INSTRUCTIONS FOR THE TASK: A letter-for-letter copy of the listing is required, with no pictures in it.

===== INPUT FOR THIS TASK =====

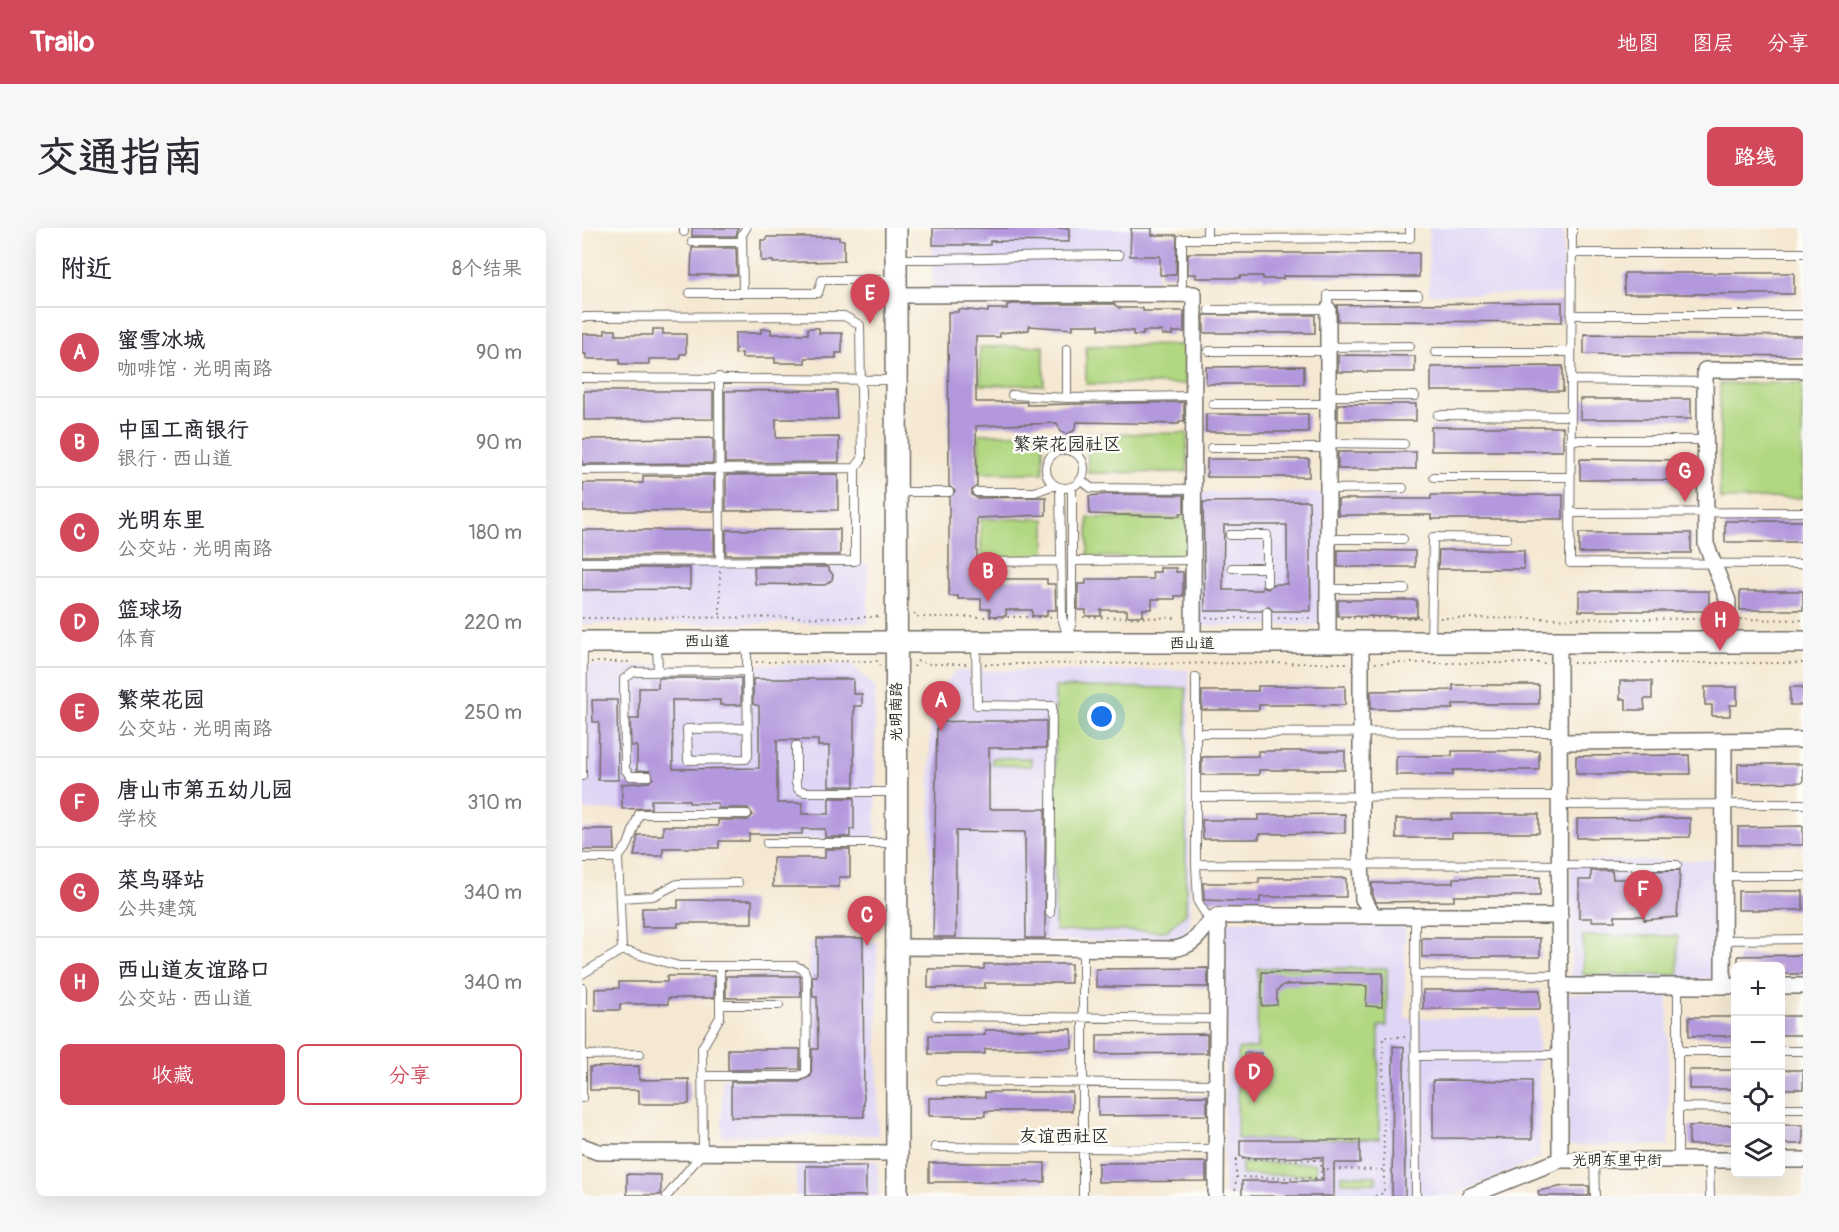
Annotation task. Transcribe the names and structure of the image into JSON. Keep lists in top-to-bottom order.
{
  "streets": {
    "street": ["西山道", "光明南路", "光明东里中街"]
  },
  "crossings": [
    ["西山道", "光明南路"]
  ],
  "districts": ["繁荣花园社区", "友谊西社区"],
  "page": {
    "header": "Trailo",
    "nav": ["地图", "图层", "分享"],
    "buttons": [
      "路线",
      ["收藏", "分享"]
    ],
    "title": "交通指南",
    "heading": ["附近", "8个结果"],
    "pins": [
      "E",
      "G",
      "B",
      "H",
      "A",
      "F",
      "C",
      "D"
    ],
    "list": [
      {
        "mark": "A",
        "name": "蜜雪冰城",
        "note": "咖啡馆 · 光明南路",
        "value": "90 m"
      },
      {
        "mark": "B",
        "name": "中国工商银行",
        "note": "银行 · 西山道",
        "value": "90 m"
      },
      {
        "mark": "C",
        "name": "光明东里",
        "note": "公交站 · 光明南路",
        "value": "180 m"
      },
      {
        "mark": "D",
        "name": "篮球场",
        "note": "体育",
        "value": "220 m"
      },
      {
        "mark": "E",
        "name": "繁荣花园",
        "note": "公交站 · 光明南路",
        "value": "250 m"
      },
      {
        "mark": "F",
        "name": "唐山市第五幼儿园",
        "note": "学校",
        "value": "310 m"
      },
      {
        "mark": "G",
        "name": "菜鸟驿站",
        "note": "公共建筑",
        "value": "340 m"
      },
      {
        "mark": "H",
        "name": "西山道友谊路口",
        "note": "公交站 · 西山道",
        "value": "340 m"
      }
    ],
    "map_buttons": ["+", "−"]
  }
}
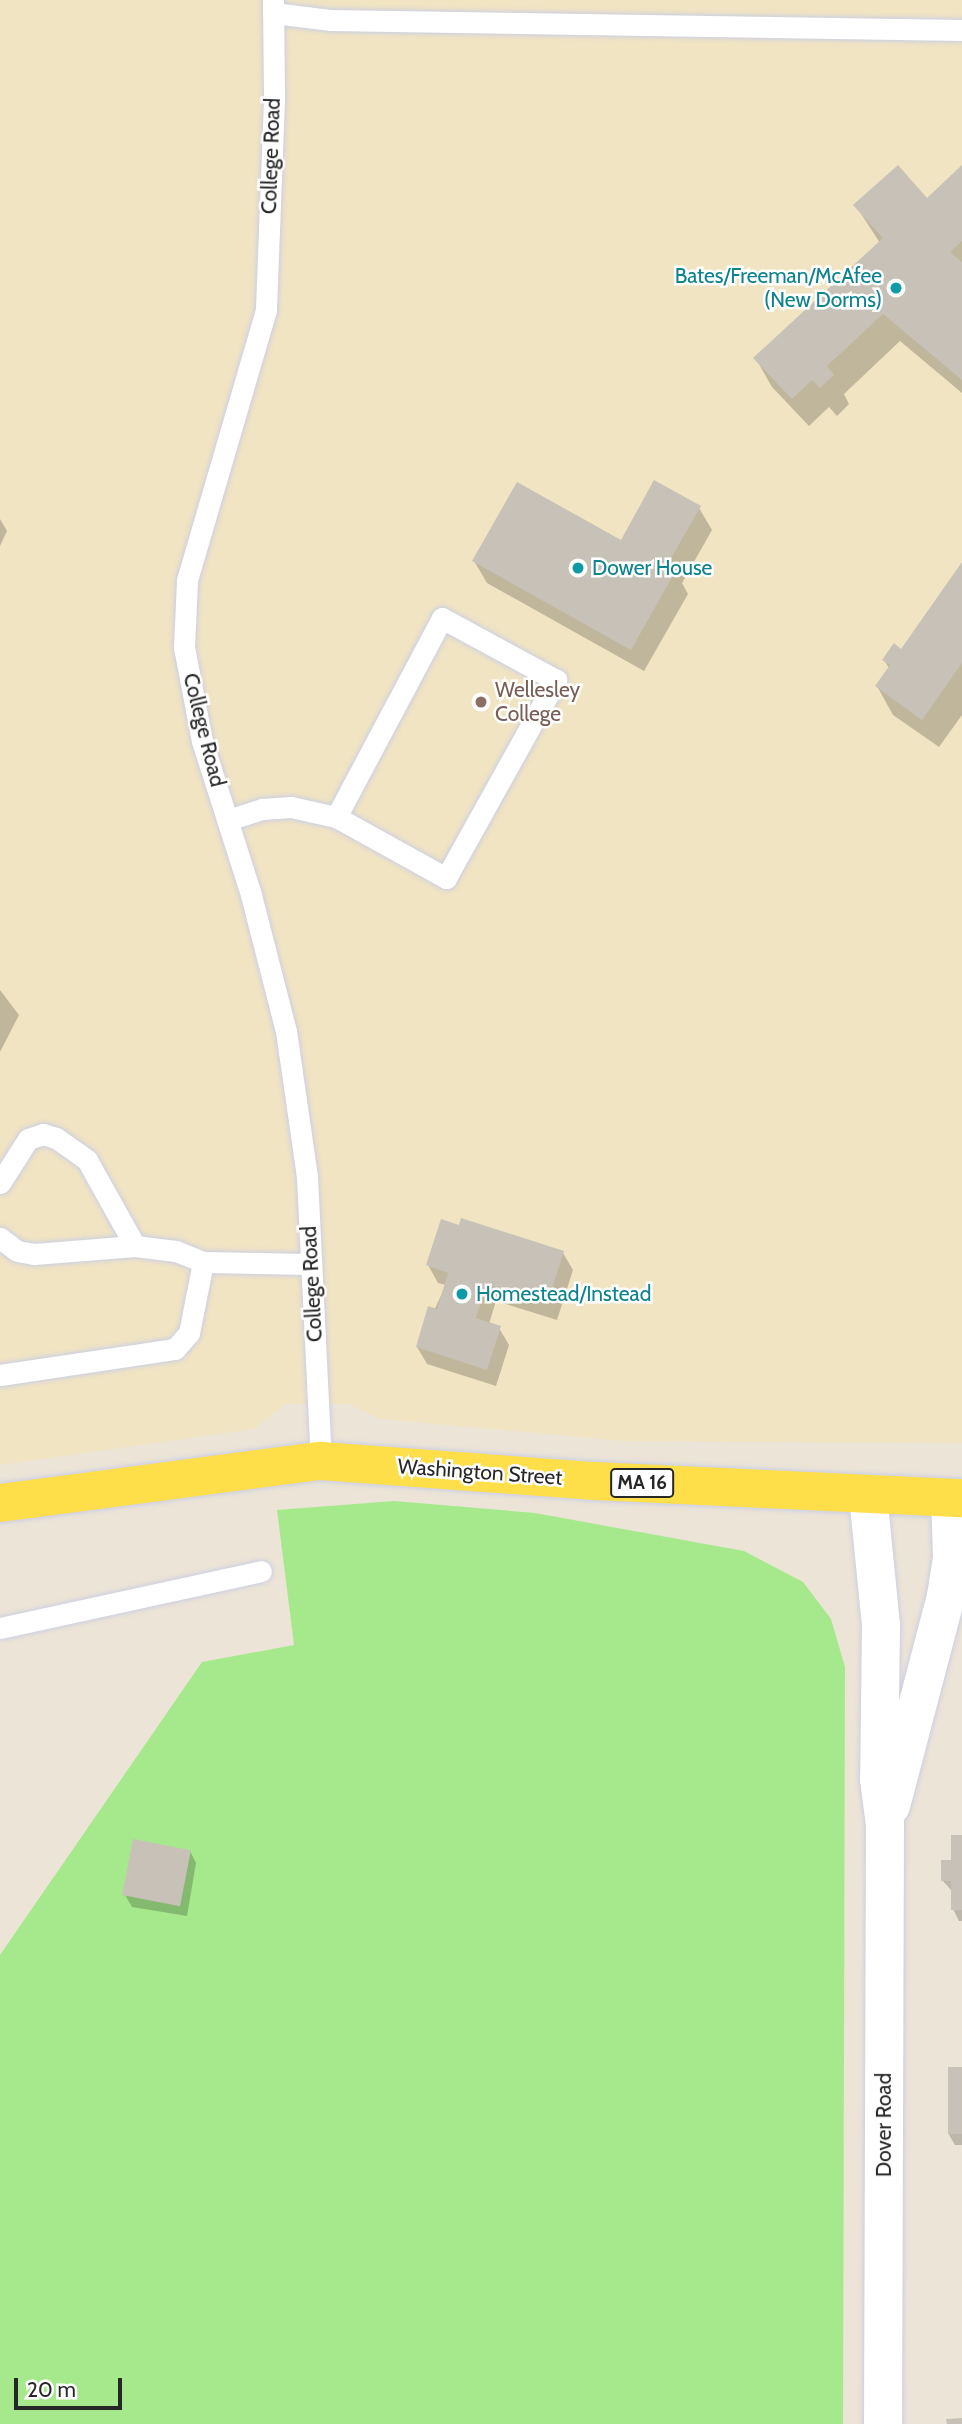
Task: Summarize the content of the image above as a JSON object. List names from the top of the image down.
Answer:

=====

YOUR SOLUTION:
Annotation task. Transcribe the names and structure of the image into JSON. Keep lists in top-to-bottom order.
{
  "streets": {
    "street": ["西山道", "光明南路", "光明东里中街"]
  },
  "crossings": [
    ["西山道", "光明南路"]
  ],
  "districts": ["繁荣花园社区", "友谊西社区"],
  "page": {
    "header": "Trailo",
    "nav": ["地图", "图层", "分享"],
    "buttons": [
      "路线",
      ["收藏", "分享"]
    ],
    "title": "交通指南",
    "heading": ["附近", "8个结果"],
    "pins": [
      "E",
      "G",
      "B",
      "H",
      "A",
      "F",
      "C",
      "D"
    ],
    "list": [
      {
        "mark": "A",
        "name": "蜜雪冰城",
        "note": "咖啡馆 · 光明南路",
        "value": "90 m"
      },
      {
        "mark": "B",
        "name": "中国工商银行",
        "note": "银行 · 西山道",
        "value": "90 m"
      },
      {
        "mark": "C",
        "name": "光明东里",
        "note": "公交站 · 光明南路",
        "value": "180 m"
      },
      {
        "mark": "D",
        "name": "篮球场",
        "note": "体育",
        "value": "220 m"
      },
      {
        "mark": "E",
        "name": "繁荣花园",
        "note": "公交站 · 光明南路",
        "value": "250 m"
      },
      {
        "mark": "F",
        "name": "唐山市第五幼儿园",
        "note": "学校",
        "value": "310 m"
      },
      {
        "mark": "G",
        "name": "菜鸟驿站",
        "note": "公共建筑",
        "value": "340 m"
      },
      {
        "mark": "H",
        "name": "西山道友谊路口",
        "note": "公交站 · 西山道",
        "value": "340 m"
      }
    ],
    "map_buttons": ["+", "−"]
  }
}
Task: Summarize the content of the image above as a JSON object. List names from the top of the image down.
Answer:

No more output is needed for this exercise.